SUPPLIED RECORDS section start
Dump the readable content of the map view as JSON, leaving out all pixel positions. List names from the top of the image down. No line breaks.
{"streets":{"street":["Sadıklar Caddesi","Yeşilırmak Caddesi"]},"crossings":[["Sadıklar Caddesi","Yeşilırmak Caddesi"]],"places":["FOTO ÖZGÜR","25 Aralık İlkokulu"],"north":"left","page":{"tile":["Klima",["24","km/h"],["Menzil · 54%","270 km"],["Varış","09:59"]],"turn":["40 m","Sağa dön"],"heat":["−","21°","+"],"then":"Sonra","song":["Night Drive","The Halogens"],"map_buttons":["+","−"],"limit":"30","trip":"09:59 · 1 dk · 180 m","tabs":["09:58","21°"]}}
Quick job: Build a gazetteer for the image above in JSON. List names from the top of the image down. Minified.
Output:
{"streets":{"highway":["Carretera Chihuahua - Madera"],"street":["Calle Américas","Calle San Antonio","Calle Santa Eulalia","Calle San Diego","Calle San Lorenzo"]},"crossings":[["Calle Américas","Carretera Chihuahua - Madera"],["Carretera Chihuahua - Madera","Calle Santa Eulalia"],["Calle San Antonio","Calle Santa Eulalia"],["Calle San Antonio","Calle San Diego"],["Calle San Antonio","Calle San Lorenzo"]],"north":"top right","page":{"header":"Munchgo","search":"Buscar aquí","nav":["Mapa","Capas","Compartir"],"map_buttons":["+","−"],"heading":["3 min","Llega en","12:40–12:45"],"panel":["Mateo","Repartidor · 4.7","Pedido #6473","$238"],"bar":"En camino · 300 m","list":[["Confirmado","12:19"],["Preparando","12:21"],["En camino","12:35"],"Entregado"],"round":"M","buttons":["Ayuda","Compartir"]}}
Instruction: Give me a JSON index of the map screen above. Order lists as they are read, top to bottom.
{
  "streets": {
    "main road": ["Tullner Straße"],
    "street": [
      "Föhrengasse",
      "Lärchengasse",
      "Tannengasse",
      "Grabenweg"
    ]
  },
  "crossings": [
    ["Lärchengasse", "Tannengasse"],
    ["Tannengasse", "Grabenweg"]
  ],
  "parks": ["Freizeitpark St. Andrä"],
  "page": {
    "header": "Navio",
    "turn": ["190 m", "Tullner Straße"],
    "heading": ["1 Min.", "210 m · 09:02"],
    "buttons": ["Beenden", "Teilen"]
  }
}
SUPPLIED RECORDS section end
> _ABOUT THIS TASK_:
Output the records in full, exactly.

> _WRITTEN SOLUTION_:
Dump the readable content of the map view as JSON, leaving out all pixel positions. List names from the top of the image down. No line breaks.
{"streets":{"street":["Sadıklar Caddesi","Yeşilırmak Caddesi"]},"crossings":[["Sadıklar Caddesi","Yeşilırmak Caddesi"]],"places":["FOTO ÖZGÜR","25 Aralık İlkokulu"],"north":"left","page":{"tile":["Klima",["24","km/h"],["Menzil · 54%","270 km"],["Varış","09:59"]],"turn":["40 m","Sağa dön"],"heat":["−","21°","+"],"then":"Sonra","song":["Night Drive","The Halogens"],"map_buttons":["+","−"],"limit":"30","trip":"09:59 · 1 dk · 180 m","tabs":["09:58","21°"]}}
Quick job: Build a gazetteer for the image above in JSON. List names from the top of the image down. Minified.
Output:
{"streets":{"highway":["Carretera Chihuahua - Madera"],"street":["Calle Américas","Calle San Antonio","Calle Santa Eulalia","Calle San Diego","Calle San Lorenzo"]},"crossings":[["Calle Américas","Carretera Chihuahua - Madera"],["Carretera Chihuahua - Madera","Calle Santa Eulalia"],["Calle San Antonio","Calle Santa Eulalia"],["Calle San Antonio","Calle San Diego"],["Calle San Antonio","Calle San Lorenzo"]],"north":"top right","page":{"header":"Munchgo","search":"Buscar aquí","nav":["Mapa","Capas","Compartir"],"map_buttons":["+","−"],"heading":["3 min","Llega en","12:40–12:45"],"panel":["Mateo","Repartidor · 4.7","Pedido #6473","$238"],"bar":"En camino · 300 m","list":[["Confirmado","12:19"],["Preparando","12:21"],["En camino","12:35"],"Entregado"],"round":"M","buttons":["Ayuda","Compartir"]}}
Instruction: Give me a JSON index of the map screen above. Order lists as they are read, top to bottom.
{
  "streets": {
    "main road": ["Tullner Straße"],
    "street": [
      "Föhrengasse",
      "Lärchengasse",
      "Tannengasse",
      "Grabenweg"
    ]
  },
  "crossings": [
    ["Lärchengasse", "Tannengasse"],
    ["Tannengasse", "Grabenweg"]
  ],
  "parks": ["Freizeitpark St. Andrä"],
  "page": {
    "header": "Navio",
    "turn": ["190 m", "Tullner Straße"],
    "heading": ["1 Min.", "210 m · 09:02"],
    "buttons": ["Beenden", "Teilen"]
  }
}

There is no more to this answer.